A bomb typically includes a hard casing having an interior hollow space for containing an explosive material. The physical characteristics of the bomb, including the weight, center of gravity, moments or inertia, and the aerodynamic shape, all affect the free-fall response of the bomb, whether or not a guidance package is included with the bomb. Bombs delivered from aircraft, including free-fall guided or unguided bombs, glide bombs, and boosted bombs, must pass rigorous field testing which includes the safe release from a deploying aircraft and accuracy of delivery to the target. These tests must be conducted for each type of aircraft that will carry the bomb. The development of new weapons, therefore, is subject to significant delay and expense before the weapon is qualified for use.
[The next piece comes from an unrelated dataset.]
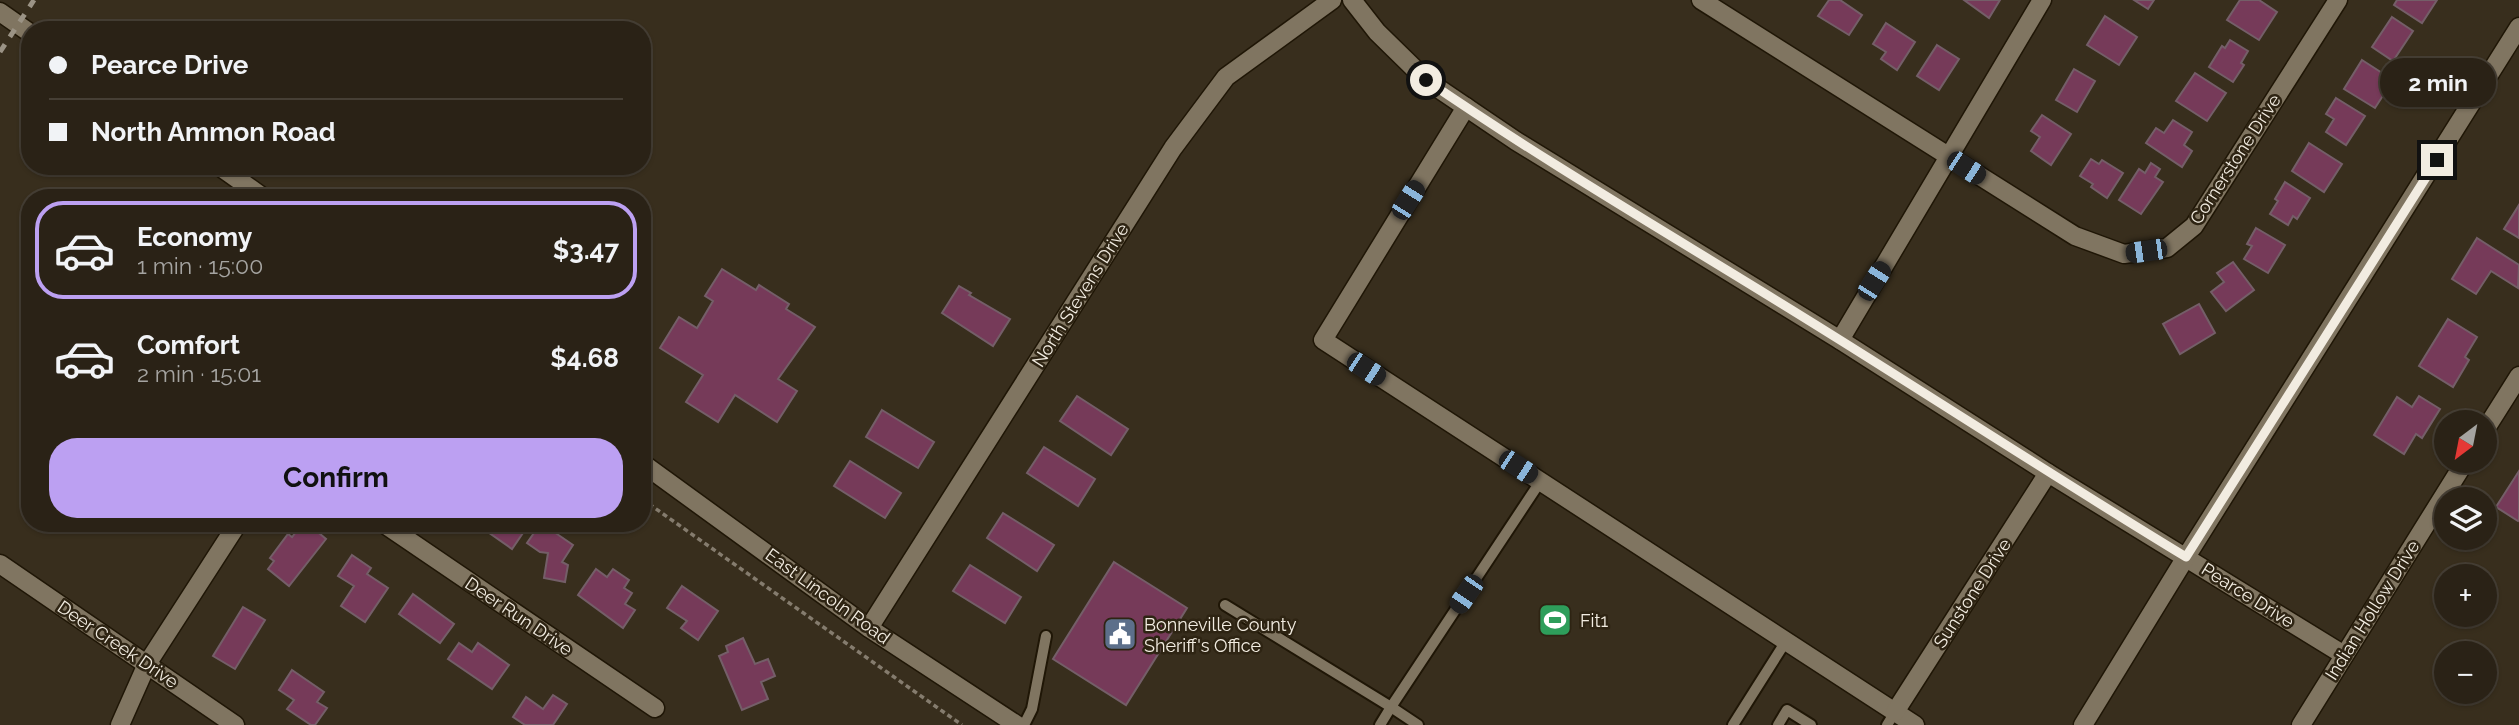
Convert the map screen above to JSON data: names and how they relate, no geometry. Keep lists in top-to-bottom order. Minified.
{"streets":{"street":["Cornerstone Drive","North Stevens Drive","Sunstone Drive","Pearce Drive","East Lincoln Road","Indian Hollow Drive","Deer Run Drive","Deer Creek Drive"]},"crossings":[["North Stevens Drive","East Lincoln Road"],["Sunstone Drive","Pearce Drive"],["Pearce Drive","Indian Hollow Drive"]],"places":{"sports":["Fit1"],"public building":["Bonneville County Sheriff's Office"]},"north":"bottom left","page":{"banner":["Pearce Drive","North Ammon Road"],"bubble":"2 min","list":[{"name":"Economy","note":"1 min · 15:00","value":"$3.47"},{"name":"Comfort","note":"2 min · 15:01","value":"$4.68"}],"map_buttons":["+","−"],"buttons":"Confirm"}}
The ability of a bomb, or other projectile, to penetrate a target is proportional to the mass and the velocity of impact of the projectile and inversely proportional to the cross-sectional area of the bomb. That is, the greater the kinetic energy and the smaller the cross-sectional area, the greater the penetration that can be expected. To adapt an existing bomb for greater penetration by reducing the external diameter of the bomb can also result, however, in changes in the mass properties such as weight, center of gravity, moment of inertia, and in the aerodynamic properties, all of which can affect the flight characteristics of the bomb. These changes also require that the adapted bomb be qualified for use.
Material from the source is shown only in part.